The grants combined with a USDA loan of $3.2 million would give Exmore nearly $18 million to spend, plus $2 million in cash the town would provide for a contingency, Duer estimated.

He asked Town Council members to contact their state representatives – who include Del. Robert Bloxom and Sen. Lynwood Lewis – for the best chance of the General Assembly approving the $5 million DEQ grant in the state budget.

“I implore you to call these people and tell them Exmore needs this help,” Duer said.

“I don’t beg very often, but the worst thing can happen is we go to Richmond and somebody says, ‘Well, Del. Bloxom, have you heard from Exmore?’ and (if) he says, ‘No, I haven’t heard a damn word,’ do you think we’re going to get our $5 million?” Duer asked.
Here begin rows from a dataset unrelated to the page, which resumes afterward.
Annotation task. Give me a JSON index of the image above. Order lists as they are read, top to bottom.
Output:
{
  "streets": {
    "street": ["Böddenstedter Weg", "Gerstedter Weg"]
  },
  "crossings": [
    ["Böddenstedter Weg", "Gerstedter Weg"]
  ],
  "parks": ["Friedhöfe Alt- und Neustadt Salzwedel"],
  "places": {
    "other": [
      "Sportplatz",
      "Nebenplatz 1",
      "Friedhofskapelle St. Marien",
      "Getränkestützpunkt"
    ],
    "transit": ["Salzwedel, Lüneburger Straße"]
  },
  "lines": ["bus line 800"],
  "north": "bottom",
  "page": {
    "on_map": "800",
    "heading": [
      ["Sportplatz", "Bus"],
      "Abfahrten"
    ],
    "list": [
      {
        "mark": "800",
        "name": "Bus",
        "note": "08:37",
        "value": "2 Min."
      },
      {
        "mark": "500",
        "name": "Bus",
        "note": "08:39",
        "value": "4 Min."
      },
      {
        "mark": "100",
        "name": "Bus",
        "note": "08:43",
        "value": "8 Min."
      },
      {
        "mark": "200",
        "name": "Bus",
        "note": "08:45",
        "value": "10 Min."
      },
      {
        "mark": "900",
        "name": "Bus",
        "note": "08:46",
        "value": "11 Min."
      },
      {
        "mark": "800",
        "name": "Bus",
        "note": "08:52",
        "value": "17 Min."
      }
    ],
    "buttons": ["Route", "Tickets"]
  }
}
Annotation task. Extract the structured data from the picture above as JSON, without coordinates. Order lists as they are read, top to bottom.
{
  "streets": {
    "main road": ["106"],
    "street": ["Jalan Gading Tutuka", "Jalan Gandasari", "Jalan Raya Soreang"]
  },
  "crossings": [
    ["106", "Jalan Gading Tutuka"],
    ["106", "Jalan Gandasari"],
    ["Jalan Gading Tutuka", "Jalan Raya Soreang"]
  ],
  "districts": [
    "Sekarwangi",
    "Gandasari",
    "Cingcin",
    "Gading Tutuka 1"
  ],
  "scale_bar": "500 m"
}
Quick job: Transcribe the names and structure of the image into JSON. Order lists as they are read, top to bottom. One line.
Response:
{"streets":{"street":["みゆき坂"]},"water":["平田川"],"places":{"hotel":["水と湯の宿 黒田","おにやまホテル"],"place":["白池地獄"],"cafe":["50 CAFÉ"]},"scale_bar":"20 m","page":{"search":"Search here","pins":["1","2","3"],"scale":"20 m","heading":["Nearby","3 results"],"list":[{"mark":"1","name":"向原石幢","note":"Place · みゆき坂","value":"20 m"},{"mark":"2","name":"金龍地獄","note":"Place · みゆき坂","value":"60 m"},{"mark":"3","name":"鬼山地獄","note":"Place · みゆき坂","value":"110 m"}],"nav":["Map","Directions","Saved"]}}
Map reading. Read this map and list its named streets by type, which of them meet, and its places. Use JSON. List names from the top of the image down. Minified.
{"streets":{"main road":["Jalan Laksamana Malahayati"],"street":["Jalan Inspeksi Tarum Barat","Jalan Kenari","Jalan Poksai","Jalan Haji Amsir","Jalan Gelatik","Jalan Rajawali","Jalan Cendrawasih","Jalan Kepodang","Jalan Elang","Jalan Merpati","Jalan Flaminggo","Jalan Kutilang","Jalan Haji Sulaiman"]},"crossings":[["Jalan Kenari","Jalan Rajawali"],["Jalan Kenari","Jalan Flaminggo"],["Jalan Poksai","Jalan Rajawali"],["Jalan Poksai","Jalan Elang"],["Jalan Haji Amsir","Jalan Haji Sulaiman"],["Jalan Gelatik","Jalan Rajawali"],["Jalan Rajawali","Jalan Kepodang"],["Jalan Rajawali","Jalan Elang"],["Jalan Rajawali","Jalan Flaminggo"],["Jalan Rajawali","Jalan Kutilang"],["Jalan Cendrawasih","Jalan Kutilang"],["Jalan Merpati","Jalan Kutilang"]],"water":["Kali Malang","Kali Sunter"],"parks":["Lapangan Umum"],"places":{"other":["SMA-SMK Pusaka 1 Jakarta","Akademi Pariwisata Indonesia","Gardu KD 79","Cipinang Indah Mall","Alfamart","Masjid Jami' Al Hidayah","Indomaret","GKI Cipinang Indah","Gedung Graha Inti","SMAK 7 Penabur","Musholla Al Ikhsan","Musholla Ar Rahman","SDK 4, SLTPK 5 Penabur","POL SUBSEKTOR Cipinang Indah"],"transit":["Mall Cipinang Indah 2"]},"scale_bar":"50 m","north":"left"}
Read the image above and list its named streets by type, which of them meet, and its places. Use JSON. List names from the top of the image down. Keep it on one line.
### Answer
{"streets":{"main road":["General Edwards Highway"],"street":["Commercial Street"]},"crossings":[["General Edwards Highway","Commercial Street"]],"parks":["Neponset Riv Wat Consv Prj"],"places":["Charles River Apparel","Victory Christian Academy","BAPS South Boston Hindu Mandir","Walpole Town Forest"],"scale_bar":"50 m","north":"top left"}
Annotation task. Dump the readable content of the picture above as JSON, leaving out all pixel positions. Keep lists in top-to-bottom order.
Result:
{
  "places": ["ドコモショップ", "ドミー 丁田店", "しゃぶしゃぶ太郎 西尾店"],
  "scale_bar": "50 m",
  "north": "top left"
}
If the Town Council is persistent in communicating Exmore’s need to state representatives, “that will push us over the top,” he said.

Director of Utilities Taylor Dukes presented the Town Council members with a draft wastewater connection ordinance for their review. A condition of receiving state funding for the sewer project is that every home and business in town must hook up to the new system.

Only Broadwater Academy will not be required to connect to the new system, due to the distance to the school and the excessive cost of running the pipe to the facility, Dukes said.

Every Exmore sewer customer must sign a wastewater user agreement, and each document must be notarized.

Exmore will be required to file more than 830 easements with Northampton County to allow town employees on private property when necessary to service the sewer system. The town will own the sewer pipes, the pump station, and the pole on which the control panel will be attached, Dukes said.

Town officials are anticipating some citizens will decline signing the wastewater user agreement – for example, homeowners who have recently made costly updates to their septic systems and don’t want to connect to the sewer.

Exmore will need to condemn property or invoke eminent domain (a legal process by which a government takes private property for public use) if a homeowner or business owner refuses to sign the wastewater user agreement.

Everyone must be connected by July or August 2023, when the new system will be turned on, Dukes said.